Her insanın cinsel bir yönü, cinsel arzuları ve cinsellikle ilgili değerlendirmeleri vardır. Çocuklukta, ergenlikte, gençlikte ve evlilikte cinsel duygular, cinsel davranışlar ve cinsel sorunlar, kişinin mutluluğunu, sağlığını, başarısını etkiler. Cinsellik bu kadar önemli olmasına rağmen, cinsel eğitime gereken önemin verildiği söylenemez. Oysa cinsel eğitimin amacı, cinsel yönden sağlıklı bireylere ve dolayısıyla sağlıklı bir topluma ulaşmaktır. Bu amaca ulaşmak için cinsellikle ilgili gerekli bilgileri öğrenme, olumlu duygu ve davranışları kazanma çabalarının tümü bu çalışmanın ana konusu olarak belirlenmiş ve konunun uzmanları tarafından ele alınmıştır.

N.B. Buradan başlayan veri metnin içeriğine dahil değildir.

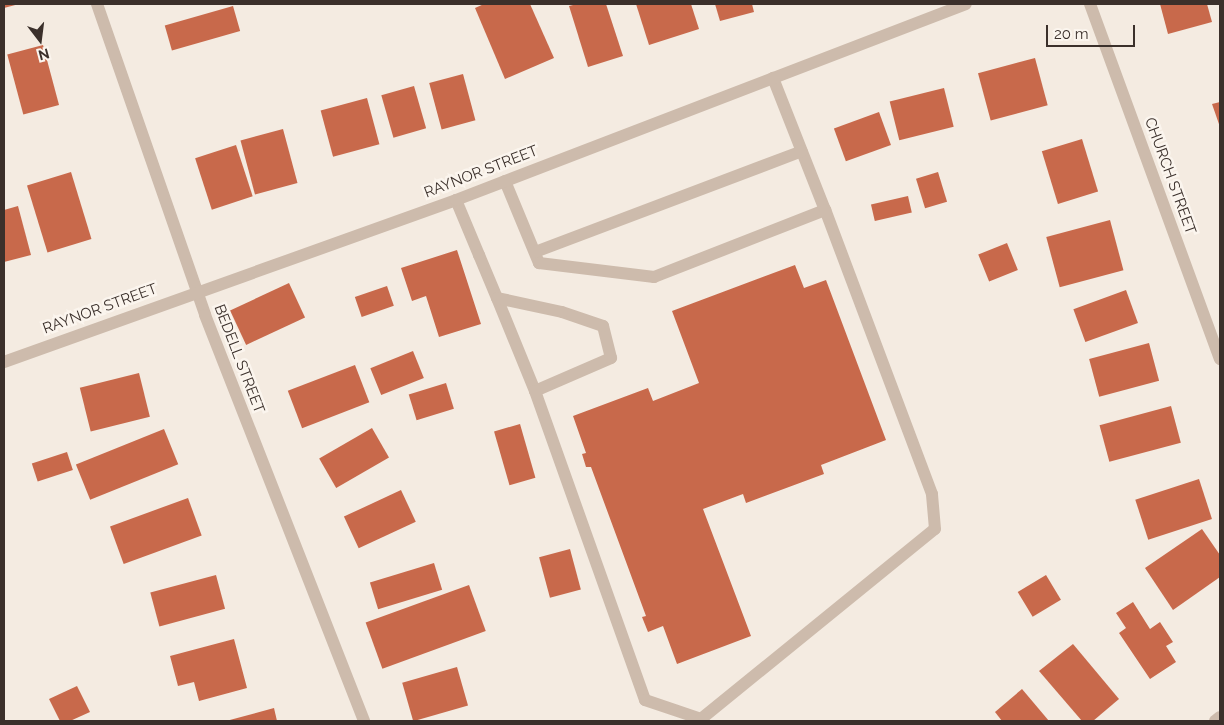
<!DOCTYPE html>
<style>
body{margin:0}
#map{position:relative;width:1224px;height:725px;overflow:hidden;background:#f4ebe1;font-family:Raleway,sans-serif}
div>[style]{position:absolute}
.building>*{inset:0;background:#c8694b;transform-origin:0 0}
.minor>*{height:12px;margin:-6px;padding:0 6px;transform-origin:6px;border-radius:6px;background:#cdbbac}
span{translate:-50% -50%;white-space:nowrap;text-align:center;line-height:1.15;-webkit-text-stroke:5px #fbf5ee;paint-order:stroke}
.street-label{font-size:15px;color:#3b302b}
.frame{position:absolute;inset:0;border:5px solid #3b302b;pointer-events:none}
.north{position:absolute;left:15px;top:15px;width:50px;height:50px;-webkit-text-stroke:4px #fbf5ee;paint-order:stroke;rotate:165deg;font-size:14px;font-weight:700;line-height:20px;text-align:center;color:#3b302b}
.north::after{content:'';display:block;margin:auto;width:18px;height:22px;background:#3b302b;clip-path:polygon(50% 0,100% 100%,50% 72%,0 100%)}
.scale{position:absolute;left:1046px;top:25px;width:89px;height:22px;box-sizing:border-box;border:2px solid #3b302b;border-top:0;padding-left:6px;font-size:15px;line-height:18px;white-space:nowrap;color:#3b302b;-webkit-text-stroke:4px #fbf5ee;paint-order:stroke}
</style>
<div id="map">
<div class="building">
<div style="clip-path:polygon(4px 4px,19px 4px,4px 8px)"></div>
<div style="clip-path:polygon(484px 4px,530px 4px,554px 58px,505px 79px,475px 8px)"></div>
<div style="clip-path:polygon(577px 4px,606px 4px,623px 56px,588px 67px,569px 6px)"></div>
<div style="clip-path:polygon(636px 4px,691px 4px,699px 29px,649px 45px)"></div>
<div style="clip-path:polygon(715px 4px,752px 4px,754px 12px,720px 21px)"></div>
<div style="clip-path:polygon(1160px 4px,1207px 4px,1212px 22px,1168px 34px)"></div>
<div style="left:233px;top:6px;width:26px;height:71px;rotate:74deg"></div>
<div style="left:43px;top:45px;width:62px;height:37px;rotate:75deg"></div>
<div style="left:1035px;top:58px;width:49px;height:59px;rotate:75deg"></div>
<div style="left:463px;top:74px;width:48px;height:35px;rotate:75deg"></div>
<div style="left:414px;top:86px;width:44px;height:34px;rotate:74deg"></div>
<div style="left:944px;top:88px;width:40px;height:56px;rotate:76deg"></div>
<div style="left:367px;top:98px;width:48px;height:48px;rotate:75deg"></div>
<div style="clip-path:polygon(1220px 102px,1220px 127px,1212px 104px)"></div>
<div style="left:879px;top:112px;width:35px;height:48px;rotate:70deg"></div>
<div style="left:283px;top:129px;width:56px;height:44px;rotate:75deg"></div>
<div style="left:1082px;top:139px;width:55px;height:42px;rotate:73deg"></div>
<div style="left:236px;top:145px;width:54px;height:43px;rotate:72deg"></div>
<div style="left:71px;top:172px;width:70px;height:46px;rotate:73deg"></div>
<div style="left:938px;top:172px;width:31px;height:23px;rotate:73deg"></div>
<div style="left:908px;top:196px;width:17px;height:38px;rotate:77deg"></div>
<div style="clip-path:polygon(18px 206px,31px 255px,4px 262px,4px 210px)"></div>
<div style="left:1110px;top:220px;width:52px;height:66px;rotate:75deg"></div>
<div style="left:1007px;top:243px;width:29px;height:31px;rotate:68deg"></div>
<div style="clip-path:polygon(457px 250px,481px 324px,439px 337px,426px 296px,412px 301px,401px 268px)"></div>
<div style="clip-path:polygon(795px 265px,804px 288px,826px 280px,886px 440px,821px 465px,824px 474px,746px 503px,743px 494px,703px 509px,751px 636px,677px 664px,663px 626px,648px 632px,642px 617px,646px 616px,591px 467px,586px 467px,582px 454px,586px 453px,573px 416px,648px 388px,653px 401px,699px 383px,672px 311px)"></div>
<div style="left:289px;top:283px;width:38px;height:65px;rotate:65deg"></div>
<div style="left:387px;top:286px;width:21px;height:34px;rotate:71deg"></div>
<div style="left:1126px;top:290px;width:35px;height:56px;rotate:70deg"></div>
<div style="left:1149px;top:343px;width:39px;height:62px;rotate:75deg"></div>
<div style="left:413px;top:351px;width:29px;height:46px;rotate:68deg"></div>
<div style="left:355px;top:365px;width:40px;height:72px;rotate:69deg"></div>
<div style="left:139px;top:373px;width:45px;height:61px;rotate:76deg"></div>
<div style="left:446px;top:383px;width:27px;height:39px;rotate:73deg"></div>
<div style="left:1171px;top:406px;width:38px;height:74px;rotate:75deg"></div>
<div style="left:520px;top:424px;width:56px;height:27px;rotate:74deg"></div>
<div style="left:372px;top:428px;width:34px;height:61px;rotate:60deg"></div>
<div style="left:164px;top:429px;width:38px;height:95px;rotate:68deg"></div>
<div style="left:67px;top:452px;width:19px;height:37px;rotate:72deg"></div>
<div style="left:1199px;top:479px;width:42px;height:67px;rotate:72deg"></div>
<div style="left:401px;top:490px;width:35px;height:63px;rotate:65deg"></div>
<div style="left:188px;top:498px;width:40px;height:83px;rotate:70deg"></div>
<div style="clip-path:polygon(1202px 529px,1220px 555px,1220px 577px,1173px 610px,1145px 568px)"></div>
<div style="left:570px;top:549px;width:42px;height:32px;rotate:75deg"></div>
<div style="left:434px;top:563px;width:28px;height:67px;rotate:73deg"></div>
<div style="left:216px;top:575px;width:35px;height:68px;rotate:75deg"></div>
<div style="left:1046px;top:575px;width:29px;height:33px;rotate:59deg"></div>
<div style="left:469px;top:585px;width:49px;height:110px;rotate:70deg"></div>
<div style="clip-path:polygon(1133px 602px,1150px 629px,1160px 622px,1173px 642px,1166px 646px,1176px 662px,1150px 679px,1119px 633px,1126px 628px,1116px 613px)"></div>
<div style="clip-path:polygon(234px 639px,247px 688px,199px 701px,194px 682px,178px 686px,170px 656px)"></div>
<div style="clip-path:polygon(1073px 644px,1119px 699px,1093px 721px,1082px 721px,1039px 671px)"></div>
<div style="left:457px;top:667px;width:40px;height:57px;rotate:74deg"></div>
<div style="clip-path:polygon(77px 686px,90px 712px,70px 721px,60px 721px,49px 699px)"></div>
<div style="clip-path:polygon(1022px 689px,1049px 721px,1002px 721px,995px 712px)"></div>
<div style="clip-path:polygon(274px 708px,277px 721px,226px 721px)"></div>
</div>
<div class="minor">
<div style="left:97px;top:4px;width:329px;rotate:70.8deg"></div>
<div style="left:205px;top:315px;width:436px;rotate:68.6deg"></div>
<div style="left:1090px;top:4px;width:378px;rotate:69.9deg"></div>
<div style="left:505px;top:181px;width:89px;rotate:67.5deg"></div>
<div style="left:539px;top:263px;width:116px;rotate:6.9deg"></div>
<div style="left:654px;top:277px;width:184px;rotate:-21.4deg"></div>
<div style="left:825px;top:210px;width:142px;rotate:-111.5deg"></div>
<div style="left:456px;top:200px;width:60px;rotate:67.3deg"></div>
<div style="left:479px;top:255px;width:47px;rotate:67.3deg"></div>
<div style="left:497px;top:298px;width:100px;rotate:67.8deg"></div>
<div style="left:535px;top:391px;width:83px;rotate:-23.5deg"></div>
<div style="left:611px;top:358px;width:33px;rotate:-104deg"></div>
<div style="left:603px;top:326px;width:43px;rotate:-161.1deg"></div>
<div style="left:562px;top:312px;width:66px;rotate:-167.8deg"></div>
<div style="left:535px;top:252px;width:285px;rotate:-20.7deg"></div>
<div style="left:4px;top:362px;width:480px;rotate:-19.7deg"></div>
<div style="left:456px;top:200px;width:546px;rotate:-21.02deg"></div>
<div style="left:535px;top:391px;width:328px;rotate:70.4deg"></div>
<div style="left:645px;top:700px;width:59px;rotate:18.7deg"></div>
<div style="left:701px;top:719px;width:301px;rotate:-39.1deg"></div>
<div style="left:935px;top:529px;width:35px;rotate:-95deg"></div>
<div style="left:932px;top:494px;width:303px;rotate:-110.6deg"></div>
<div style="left:1215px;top:721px;width:6px;rotate:-39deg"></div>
</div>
<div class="street-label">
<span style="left:481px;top:172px;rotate:-21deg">RAYNOR STREET</span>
<span style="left:1170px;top:176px;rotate:70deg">CHURCH STREET</span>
<span style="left:100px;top:309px;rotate:-20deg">RAYNOR STREET</span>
<span style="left:239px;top:359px;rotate:69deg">BEDELL STREET</span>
</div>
<div class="frame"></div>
<div class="north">N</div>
<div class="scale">20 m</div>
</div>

> Cinsel Mitler Hurafeler Yanlış İnanışlar
Cinsellikle ilgili zihnimizde ne tür tasavvurlar, yargılar taşıyoruz? Ya da cinsellikle ilgili kaygılarımız, beklentilerimiz neler? Acaba zihnimizdeki cinsellikle ilgili düşünceler ve duygular, cinselliğin doğasına uygun mu yoksa mitler ve hurafelerle çarpıtılmış mı?
Cinsel mitten kastettiğimiz de cinsel konularda toplumun genelince doğru kabul edilen, toplumun fertlerinin birbirine aktarmasıyla yayılan, abartılı ve yanlış inanışlardır. Buna karşılık cinsellik gibi hemen her bireyin hayatının önemli bir parçası ve bir çok yönleriyle de somut olan bir konuda bunca yanlış inanışın oluşması ve kabul görmesi incelenmesi gereken bir konudur. Bizce cinsellikle ilgili böyle tabusal bir alan oluşmasının en önemli nedeni, tarih boyunca ve hemen tüm toplumlarda cinselliğin, toplumun değer yargılarıyla yakından ve güçlü bir şekilde ilişkili olmasıdır. Bu durum cinsellikle ilgili konuların açıktan konuşulmasını, tartışılmasını, üzerinde çalışılmasını başka etkenlerin de devreye girmesiyle sınırlamıştır.
İnsanlar için son derece önemli olmasına karşın açıktan konuşulmayınca cinsellik, insanlar arasında üstü kapalı olarak konuşulan bir alanda ifadesini bulmuştur.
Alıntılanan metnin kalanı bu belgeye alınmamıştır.